** MATERIAL PROVIDED **

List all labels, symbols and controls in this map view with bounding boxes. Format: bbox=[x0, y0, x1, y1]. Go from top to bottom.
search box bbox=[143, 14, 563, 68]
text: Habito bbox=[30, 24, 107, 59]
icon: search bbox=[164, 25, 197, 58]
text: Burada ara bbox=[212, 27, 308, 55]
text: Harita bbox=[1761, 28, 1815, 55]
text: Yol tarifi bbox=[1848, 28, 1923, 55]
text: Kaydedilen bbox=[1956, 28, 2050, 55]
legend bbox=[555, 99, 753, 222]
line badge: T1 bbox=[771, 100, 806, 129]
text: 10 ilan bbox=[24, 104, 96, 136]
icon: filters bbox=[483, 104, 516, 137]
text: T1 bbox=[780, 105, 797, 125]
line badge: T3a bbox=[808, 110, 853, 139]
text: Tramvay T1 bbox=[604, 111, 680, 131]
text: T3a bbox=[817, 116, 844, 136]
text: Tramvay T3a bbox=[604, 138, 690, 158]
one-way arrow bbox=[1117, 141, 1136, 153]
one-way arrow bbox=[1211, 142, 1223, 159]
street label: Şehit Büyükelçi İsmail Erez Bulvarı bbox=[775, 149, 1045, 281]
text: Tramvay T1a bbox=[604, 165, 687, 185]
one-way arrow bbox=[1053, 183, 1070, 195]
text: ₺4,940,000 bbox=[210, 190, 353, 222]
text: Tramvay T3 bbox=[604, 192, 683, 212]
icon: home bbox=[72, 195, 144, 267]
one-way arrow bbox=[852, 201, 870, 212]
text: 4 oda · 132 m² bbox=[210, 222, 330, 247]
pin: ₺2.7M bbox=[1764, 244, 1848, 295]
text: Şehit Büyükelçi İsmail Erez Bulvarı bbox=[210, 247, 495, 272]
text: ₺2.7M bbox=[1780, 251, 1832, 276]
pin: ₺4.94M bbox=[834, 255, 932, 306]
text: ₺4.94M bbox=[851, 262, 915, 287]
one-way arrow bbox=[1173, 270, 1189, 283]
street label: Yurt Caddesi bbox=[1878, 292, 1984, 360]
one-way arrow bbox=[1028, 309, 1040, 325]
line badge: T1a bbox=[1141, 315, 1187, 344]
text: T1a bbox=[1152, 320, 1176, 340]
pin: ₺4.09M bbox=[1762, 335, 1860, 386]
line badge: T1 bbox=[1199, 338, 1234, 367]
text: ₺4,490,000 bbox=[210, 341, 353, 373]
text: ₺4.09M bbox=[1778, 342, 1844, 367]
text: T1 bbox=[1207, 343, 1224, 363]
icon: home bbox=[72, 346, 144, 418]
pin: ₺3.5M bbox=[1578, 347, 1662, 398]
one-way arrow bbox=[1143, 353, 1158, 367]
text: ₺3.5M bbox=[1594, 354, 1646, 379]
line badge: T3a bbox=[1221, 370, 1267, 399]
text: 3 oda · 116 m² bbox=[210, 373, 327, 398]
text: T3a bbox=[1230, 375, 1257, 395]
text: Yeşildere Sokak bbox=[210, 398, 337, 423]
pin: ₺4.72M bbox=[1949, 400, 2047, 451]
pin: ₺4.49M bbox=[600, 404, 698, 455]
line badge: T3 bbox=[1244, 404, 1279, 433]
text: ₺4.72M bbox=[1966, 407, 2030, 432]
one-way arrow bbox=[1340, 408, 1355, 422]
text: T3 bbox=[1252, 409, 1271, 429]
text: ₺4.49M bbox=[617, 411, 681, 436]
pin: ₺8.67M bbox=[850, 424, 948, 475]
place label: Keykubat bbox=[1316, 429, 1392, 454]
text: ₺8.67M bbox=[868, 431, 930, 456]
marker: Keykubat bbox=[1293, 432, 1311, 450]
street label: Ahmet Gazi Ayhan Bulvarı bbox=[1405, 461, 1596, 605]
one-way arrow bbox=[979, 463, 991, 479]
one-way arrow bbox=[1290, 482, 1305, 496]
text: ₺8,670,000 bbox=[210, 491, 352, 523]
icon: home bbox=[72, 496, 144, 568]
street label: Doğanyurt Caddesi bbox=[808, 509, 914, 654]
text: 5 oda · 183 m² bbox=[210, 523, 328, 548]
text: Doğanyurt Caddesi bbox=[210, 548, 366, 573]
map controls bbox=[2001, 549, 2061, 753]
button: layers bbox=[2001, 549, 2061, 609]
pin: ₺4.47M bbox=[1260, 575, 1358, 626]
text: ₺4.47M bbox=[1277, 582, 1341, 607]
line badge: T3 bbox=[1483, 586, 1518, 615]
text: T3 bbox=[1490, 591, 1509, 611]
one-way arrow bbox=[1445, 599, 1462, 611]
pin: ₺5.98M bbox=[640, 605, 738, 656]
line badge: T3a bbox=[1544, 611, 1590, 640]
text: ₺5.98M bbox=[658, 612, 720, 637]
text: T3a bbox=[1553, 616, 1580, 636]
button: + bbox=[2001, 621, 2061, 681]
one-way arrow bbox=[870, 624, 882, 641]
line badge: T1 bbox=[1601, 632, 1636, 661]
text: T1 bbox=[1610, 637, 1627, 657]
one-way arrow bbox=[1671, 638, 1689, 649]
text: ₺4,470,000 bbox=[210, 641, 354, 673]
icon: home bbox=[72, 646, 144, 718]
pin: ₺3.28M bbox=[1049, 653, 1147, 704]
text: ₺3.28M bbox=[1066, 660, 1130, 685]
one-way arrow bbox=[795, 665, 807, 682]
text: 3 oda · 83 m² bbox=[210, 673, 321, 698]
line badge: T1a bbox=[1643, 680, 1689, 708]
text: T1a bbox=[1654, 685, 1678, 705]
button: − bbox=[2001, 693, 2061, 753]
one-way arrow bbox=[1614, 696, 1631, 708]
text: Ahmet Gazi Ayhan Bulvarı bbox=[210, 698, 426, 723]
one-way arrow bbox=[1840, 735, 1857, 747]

** WHAT YOU SHOULD DO **
Go through the material above and return each line that holds the word "street".

** ANSWER BELOW **
street label: Şehit Büyükelçi İsmail Erez Bulvarı bbox=[775, 149, 1045, 281]
street label: Yurt Caddesi bbox=[1878, 292, 1984, 360]
street label: Ahmet Gazi Ayhan Bulvarı bbox=[1405, 461, 1596, 605]
street label: Doğanyurt Caddesi bbox=[808, 509, 914, 654]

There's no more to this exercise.